Morning Business Memo
Are you ready for your own single shot of espresso? Starbucks is about to turn up the heat on the single-serve coffee market, introducing a brewer for $199 that can make one-cup servings of espresso, lattes, and oh yes, regular coffee. Before you gulp at the price, it doesn't take long for that $199 investment to pay off. Think of the savings you can get from not having to put down $3 each time you want your own favorite jolt of Joe at a coffee shop. This week Starbucks has started selling the Verismo, and the machine comes at a time of growing competition for single brewing machines. Green Mountain Coffee Roasters also plans to launch a single-cup espresso machine by early next year.
Be careful what you wish for! Apple fans may be getting really excited about tomorrow's in-store launch of the iPhone 5. But a survey for SquareTrade, a technology protection plan provider, finds 30 percent of current iPhone users have damaged their device in the last 12 months. Accidental damage is said to be 10 times more common than loss or theft, and the youngest iPhone owners are the clumsiest - half of users under the age of 35 have had an accident with their device.
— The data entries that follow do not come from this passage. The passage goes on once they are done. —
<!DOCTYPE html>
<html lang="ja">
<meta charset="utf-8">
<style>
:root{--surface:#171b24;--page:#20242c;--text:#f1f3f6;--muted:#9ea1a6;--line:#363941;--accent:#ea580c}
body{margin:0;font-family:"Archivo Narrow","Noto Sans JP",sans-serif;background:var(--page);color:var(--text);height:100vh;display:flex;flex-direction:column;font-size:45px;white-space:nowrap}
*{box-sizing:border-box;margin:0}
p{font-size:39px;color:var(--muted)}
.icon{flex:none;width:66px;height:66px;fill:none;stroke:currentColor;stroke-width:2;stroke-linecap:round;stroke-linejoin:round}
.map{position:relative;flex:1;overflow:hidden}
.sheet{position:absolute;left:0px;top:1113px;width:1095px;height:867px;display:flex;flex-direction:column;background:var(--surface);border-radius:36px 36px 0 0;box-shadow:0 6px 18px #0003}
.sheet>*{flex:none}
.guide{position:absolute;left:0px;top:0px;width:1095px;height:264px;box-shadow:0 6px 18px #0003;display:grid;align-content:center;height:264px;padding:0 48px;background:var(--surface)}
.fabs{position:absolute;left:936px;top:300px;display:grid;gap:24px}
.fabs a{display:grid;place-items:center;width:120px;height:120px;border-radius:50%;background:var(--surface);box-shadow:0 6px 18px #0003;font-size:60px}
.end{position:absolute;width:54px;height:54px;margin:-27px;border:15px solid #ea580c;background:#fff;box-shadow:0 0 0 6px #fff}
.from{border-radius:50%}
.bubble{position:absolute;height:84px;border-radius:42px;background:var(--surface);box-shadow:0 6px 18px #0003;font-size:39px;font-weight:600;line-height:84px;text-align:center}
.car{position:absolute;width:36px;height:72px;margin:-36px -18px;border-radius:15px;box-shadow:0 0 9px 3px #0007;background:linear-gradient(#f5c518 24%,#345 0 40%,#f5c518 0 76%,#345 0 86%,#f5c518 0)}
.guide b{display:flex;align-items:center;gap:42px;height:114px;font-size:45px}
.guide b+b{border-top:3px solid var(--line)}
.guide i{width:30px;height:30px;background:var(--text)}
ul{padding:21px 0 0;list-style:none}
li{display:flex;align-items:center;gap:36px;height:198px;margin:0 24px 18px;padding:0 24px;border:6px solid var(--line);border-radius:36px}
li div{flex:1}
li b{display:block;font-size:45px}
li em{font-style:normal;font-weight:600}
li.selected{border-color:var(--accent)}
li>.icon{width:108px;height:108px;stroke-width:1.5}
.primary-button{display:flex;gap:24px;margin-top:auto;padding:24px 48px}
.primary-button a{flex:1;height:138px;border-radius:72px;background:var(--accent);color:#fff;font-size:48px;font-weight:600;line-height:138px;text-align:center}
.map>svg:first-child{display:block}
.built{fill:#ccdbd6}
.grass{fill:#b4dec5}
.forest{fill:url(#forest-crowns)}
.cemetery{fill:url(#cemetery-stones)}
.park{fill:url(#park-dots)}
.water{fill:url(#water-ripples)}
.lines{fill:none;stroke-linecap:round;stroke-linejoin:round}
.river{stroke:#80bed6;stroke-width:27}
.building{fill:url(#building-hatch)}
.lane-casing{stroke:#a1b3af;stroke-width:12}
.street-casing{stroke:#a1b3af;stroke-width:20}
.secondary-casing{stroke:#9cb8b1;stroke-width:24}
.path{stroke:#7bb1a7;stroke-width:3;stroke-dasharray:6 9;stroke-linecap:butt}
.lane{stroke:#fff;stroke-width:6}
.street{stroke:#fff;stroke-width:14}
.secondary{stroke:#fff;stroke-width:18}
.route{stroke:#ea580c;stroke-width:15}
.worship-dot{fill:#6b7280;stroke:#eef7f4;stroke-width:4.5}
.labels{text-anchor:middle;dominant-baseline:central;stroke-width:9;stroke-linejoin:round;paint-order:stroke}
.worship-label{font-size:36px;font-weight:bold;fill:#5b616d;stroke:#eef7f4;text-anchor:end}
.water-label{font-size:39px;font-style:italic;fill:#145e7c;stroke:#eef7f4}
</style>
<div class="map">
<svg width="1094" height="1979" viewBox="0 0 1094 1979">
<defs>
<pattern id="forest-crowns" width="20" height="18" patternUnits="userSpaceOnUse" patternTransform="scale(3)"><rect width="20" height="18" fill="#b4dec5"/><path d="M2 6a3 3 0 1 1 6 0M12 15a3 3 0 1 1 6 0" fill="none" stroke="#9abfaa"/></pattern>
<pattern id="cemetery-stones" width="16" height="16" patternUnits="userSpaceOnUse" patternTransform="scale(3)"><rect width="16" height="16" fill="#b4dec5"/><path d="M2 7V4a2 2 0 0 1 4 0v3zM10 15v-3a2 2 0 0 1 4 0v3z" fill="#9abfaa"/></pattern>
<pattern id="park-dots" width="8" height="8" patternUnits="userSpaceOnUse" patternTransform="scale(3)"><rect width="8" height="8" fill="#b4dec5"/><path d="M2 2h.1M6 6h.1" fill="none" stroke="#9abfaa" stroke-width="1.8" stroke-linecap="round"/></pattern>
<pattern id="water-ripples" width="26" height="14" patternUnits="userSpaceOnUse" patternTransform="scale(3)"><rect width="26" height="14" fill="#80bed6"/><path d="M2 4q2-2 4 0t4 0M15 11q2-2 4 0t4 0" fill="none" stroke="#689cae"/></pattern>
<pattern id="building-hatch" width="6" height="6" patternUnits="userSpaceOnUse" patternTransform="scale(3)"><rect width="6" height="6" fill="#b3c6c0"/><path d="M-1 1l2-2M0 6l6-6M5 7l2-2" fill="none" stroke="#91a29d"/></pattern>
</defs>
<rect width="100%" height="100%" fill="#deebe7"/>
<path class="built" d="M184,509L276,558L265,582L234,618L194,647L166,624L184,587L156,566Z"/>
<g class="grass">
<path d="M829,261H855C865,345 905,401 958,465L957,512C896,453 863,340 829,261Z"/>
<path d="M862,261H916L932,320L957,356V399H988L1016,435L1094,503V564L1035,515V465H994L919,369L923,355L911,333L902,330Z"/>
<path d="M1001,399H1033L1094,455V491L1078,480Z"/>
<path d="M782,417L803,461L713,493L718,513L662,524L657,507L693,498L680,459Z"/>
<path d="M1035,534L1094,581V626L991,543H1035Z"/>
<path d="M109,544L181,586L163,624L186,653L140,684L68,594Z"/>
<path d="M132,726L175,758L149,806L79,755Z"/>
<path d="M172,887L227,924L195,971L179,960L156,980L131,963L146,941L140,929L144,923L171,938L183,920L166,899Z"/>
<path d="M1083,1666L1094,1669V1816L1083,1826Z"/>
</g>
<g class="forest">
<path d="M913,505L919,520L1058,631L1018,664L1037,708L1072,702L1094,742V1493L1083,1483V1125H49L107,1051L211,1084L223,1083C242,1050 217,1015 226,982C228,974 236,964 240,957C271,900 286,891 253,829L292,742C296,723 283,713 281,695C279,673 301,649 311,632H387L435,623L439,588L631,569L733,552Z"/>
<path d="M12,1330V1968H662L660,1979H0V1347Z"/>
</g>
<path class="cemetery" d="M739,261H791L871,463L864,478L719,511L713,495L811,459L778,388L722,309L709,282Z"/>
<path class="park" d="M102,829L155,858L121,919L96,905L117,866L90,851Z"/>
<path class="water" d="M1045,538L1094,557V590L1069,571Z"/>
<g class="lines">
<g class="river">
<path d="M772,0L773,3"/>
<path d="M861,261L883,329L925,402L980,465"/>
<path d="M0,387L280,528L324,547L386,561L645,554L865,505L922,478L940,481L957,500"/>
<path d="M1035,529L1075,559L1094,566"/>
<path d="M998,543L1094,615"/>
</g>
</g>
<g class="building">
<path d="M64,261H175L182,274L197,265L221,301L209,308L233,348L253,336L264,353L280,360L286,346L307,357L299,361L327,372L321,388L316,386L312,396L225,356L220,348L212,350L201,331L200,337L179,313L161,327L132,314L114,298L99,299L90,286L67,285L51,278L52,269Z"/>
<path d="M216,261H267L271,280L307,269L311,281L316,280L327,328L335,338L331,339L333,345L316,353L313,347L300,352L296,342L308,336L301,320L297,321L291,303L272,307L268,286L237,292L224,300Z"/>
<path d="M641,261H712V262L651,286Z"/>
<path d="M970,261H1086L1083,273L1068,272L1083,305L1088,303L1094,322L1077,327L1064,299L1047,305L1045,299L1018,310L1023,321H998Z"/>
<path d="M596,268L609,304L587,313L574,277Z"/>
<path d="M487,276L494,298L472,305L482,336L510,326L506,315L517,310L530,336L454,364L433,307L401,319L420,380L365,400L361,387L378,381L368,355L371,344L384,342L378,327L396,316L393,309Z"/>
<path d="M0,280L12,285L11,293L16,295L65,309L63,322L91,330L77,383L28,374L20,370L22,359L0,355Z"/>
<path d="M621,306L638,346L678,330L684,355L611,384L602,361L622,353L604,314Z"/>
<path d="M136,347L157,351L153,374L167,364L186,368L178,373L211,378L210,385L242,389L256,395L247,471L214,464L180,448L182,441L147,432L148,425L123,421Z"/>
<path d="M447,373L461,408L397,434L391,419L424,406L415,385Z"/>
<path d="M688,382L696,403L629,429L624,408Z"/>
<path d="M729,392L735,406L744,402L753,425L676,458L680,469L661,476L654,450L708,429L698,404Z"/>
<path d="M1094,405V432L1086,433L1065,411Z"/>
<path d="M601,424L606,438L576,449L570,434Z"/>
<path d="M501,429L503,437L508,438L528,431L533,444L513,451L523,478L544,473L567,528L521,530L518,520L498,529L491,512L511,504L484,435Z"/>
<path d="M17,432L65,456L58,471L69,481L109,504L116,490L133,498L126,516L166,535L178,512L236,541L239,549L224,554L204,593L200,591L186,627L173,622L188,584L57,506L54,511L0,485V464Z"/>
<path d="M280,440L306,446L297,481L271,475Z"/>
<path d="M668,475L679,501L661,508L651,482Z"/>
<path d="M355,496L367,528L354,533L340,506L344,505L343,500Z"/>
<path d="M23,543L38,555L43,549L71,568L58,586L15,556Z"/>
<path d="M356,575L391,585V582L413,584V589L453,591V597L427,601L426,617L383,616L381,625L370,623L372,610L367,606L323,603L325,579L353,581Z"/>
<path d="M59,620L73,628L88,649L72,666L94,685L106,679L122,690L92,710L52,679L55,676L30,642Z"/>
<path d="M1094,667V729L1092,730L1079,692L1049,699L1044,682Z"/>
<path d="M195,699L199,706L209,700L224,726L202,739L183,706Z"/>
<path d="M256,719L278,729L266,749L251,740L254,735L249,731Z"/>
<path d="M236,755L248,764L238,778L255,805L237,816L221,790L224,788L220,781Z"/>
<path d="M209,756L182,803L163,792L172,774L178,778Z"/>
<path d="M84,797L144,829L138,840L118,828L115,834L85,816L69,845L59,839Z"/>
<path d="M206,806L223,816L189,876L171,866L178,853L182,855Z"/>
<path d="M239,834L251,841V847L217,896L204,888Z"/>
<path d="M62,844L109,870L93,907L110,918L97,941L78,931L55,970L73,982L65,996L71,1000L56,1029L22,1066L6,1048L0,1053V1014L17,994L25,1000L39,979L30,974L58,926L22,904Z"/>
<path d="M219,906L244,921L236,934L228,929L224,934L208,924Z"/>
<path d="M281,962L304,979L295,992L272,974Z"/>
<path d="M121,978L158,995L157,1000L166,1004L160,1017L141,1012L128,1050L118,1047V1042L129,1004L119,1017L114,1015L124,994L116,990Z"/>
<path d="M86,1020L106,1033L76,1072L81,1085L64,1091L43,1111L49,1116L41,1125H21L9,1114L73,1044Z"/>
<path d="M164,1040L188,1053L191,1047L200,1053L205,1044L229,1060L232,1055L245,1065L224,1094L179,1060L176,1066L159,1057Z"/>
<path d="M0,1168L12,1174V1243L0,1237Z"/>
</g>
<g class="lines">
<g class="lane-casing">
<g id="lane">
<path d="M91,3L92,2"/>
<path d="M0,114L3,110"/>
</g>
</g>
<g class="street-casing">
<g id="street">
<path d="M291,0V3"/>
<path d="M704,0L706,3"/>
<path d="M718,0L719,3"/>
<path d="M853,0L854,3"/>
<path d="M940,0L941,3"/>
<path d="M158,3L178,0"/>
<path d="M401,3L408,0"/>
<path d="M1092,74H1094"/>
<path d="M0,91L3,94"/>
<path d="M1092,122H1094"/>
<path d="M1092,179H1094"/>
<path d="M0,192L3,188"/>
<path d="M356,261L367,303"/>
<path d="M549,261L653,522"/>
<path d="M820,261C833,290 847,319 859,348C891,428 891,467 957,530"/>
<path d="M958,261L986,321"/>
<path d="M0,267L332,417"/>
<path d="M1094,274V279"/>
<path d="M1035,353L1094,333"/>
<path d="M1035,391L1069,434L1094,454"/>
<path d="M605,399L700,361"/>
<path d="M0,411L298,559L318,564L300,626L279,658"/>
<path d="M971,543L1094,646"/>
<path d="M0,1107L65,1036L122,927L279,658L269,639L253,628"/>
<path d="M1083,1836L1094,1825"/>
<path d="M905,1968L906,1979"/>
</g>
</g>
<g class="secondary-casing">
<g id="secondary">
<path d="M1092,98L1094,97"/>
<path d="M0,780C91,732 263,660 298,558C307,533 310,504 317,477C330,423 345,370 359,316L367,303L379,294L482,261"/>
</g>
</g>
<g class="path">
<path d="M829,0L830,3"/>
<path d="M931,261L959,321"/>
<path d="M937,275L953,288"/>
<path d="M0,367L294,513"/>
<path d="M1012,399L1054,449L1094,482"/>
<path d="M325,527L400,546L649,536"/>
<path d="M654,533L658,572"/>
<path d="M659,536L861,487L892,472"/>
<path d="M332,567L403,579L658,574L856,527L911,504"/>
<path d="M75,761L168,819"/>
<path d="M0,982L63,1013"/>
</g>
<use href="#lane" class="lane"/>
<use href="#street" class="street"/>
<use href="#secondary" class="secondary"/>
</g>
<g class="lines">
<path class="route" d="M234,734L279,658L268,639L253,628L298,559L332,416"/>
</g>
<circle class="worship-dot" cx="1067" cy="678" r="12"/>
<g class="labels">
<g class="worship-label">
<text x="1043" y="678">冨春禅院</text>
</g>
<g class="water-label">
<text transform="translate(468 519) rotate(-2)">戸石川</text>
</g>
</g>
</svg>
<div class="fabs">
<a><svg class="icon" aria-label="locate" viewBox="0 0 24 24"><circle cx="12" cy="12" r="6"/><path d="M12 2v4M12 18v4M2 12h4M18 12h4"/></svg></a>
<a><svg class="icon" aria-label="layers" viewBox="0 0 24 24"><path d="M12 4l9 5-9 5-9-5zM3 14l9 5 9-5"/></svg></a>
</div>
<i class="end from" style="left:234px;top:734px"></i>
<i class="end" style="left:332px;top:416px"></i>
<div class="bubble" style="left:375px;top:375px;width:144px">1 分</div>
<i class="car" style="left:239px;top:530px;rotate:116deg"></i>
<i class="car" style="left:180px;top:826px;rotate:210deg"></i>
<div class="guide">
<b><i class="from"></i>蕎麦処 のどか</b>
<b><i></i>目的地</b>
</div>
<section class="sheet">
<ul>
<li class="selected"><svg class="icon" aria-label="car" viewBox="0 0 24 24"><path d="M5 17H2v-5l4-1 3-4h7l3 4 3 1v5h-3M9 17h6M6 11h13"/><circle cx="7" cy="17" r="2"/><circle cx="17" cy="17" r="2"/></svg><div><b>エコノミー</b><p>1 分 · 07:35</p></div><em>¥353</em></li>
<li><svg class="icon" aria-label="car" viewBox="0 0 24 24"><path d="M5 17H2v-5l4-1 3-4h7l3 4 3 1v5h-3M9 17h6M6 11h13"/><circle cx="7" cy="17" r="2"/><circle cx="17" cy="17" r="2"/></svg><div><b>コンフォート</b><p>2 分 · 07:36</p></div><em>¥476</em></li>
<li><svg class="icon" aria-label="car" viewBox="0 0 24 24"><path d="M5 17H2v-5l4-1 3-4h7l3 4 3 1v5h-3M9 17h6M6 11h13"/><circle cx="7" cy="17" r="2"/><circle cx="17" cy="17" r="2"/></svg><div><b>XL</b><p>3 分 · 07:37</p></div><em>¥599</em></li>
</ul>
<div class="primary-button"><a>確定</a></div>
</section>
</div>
Among the leading costs of damage are: Phone fell into a toilet, sink, hot tub, swimming pool, lake, etc. Phone dropped from a lap. Phone knocked off a table. Phone drenched by some liquid.
The housing market may not be booming but it is blooming: showing signs of life after a five-year slump. Three new reports this week on builder confidence, existing home sales and construction starts all showed improvement. And new census numbers show some Americans are on the move again after record numbers had stayed put. According to new 2011 data, more young adults are leaving their parents' homes to take a chance with college or the job market. But it may take years to repair the damage of the worst recession in decades. Home ownership dropped for a fifth straight year to 64.6 percent, the lowest in more than a decade, hurt by more stringent financing rules and a shift to renting.
Oil prices are down for the fourth straight day - at $91 for light crude on futures markets. It comes after economic reports from China's manufacturing and Japan's trade reinforced a global economic slowdown - with potentially less than expected demand for energy.
Sentencing is scheduled today in San Francisco on what prosecutors call the most serious price-fixing cartel ever prosecuted by the US. The Justice Department is demanding that a "remorseless" Taiwanese company pay a $1 billion fine and two former top executives each serve 10 years in prison. The global price-fixing scheme artificially increased the price of LCD screens used in televisions, computers and other electronic products.